Minutes (Chicago)

August 4, 2009

posted by Caroline Picard

  • At the farmer’s market: The Gutter Punk was hitting on the mushroom girl again. They spoke for a few hours, him dawdling around her tent, making himself conspicuous when she was alone and inconspicuous when she had customers, camoflauging at will in the earthy properties of her wares. By contrast she was clean with very white teeth and one of those smiles that seems style-less, unbegrudged by any particular aesthetic or urban affiliation. She looked like she might hike the Appalachian Trail just as she might work in a bookstore, go to school, be a midwife, run a farm or keep bees.
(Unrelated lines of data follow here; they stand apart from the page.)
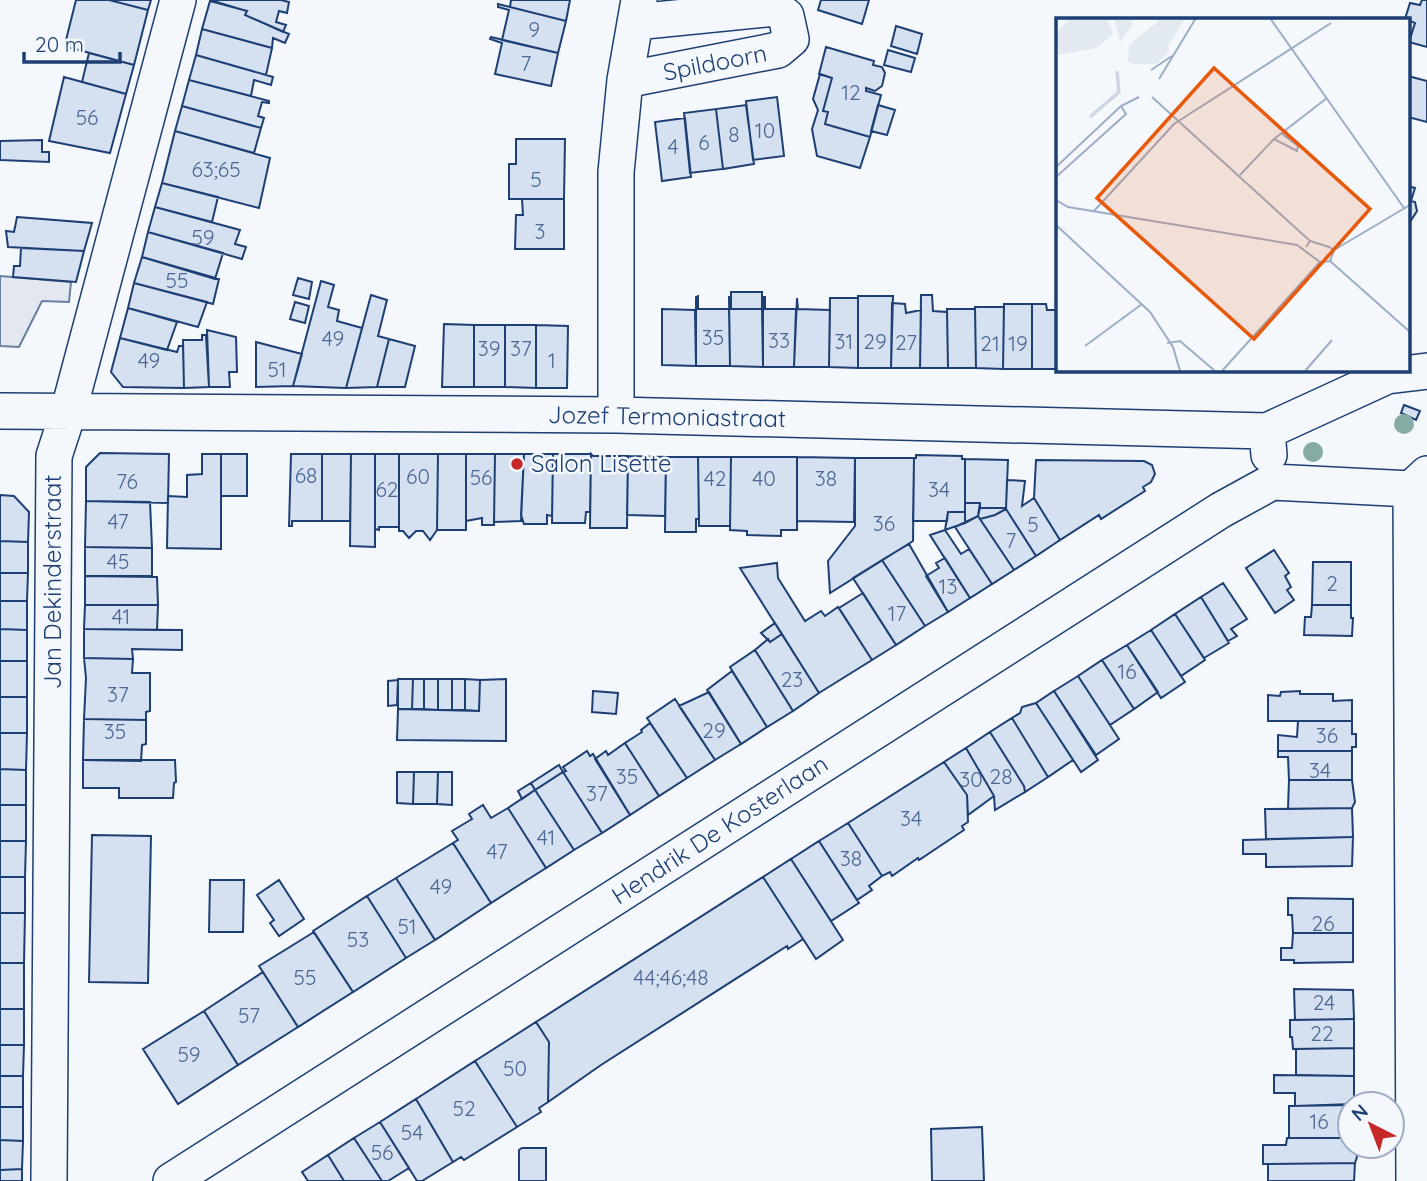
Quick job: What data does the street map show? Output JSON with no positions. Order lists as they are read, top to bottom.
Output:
{
  "streets": {
    "street": [
      "Spildoorn",
      "Jozef Termoniastraat",
      "Jan Dekinderstraat",
      "Hendrik De Kosterlaan"
    ]
  },
  "crossings": [
    ["Spildoorn", "Jozef Termoniastraat"],
    ["Jozef Termoniastraat", "Jan Dekinderstraat"]
  ],
  "places": ["Salon Lisette"],
  "house_numbers": [
    "9",
    "7",
    "12",
    "56",
    "10",
    "8",
    "6",
    "4",
    "63;65",
    "5",
    "3",
    "59",
    "55",
    "35",
    "49",
    "33",
    "31",
    "29",
    "27",
    "21",
    "19",
    "39",
    "37",
    "49",
    "1",
    "51",
    "68",
    "60",
    "56",
    "42",
    "40",
    "38",
    "76",
    "62",
    "34",
    "47",
    "36",
    "5",
    "7",
    "45",
    "2",
    "13",
    "17",
    "41",
    "16",
    "23",
    "37",
    "29",
    "35",
    "36",
    "34",
    "35",
    "28",
    "30",
    "37",
    "34",
    "41",
    "47",
    "38",
    "49",
    "26",
    "51",
    "53",
    "55",
    "44;46;48",
    "24",
    "57",
    "22",
    "59",
    "50",
    "52",
    "16",
    "54",
    "56"
  ],
  "scale_bar": "20 m",
  "north": "top left"
}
A woman capable of passing through many worlds; worlds without a public.
  • At the farmer’s market: children smelled soap like they would taste ice cream. Each child picked a different color of soap and raised it to their respective parents’ noses saying, “I want this one.” Parents complied. A group of three families passed on to the next stand, where the children began demanding vegetables as a passerby remarked with a scowl, “It’s no good children making decisions for the family.”
  • At the farmer’s market: a middle-aged woman walked around with a collapsible stool and a beau. At each tent she unfolded her stool and sat down as one might sit at a flea market. Her beau, a younger man in his late twenties, followed her pointing finger and brought her a variety of vegetables to inspect while she tried to chat with the farmers. The silence came in episodic periods, giving everyone goosebumps.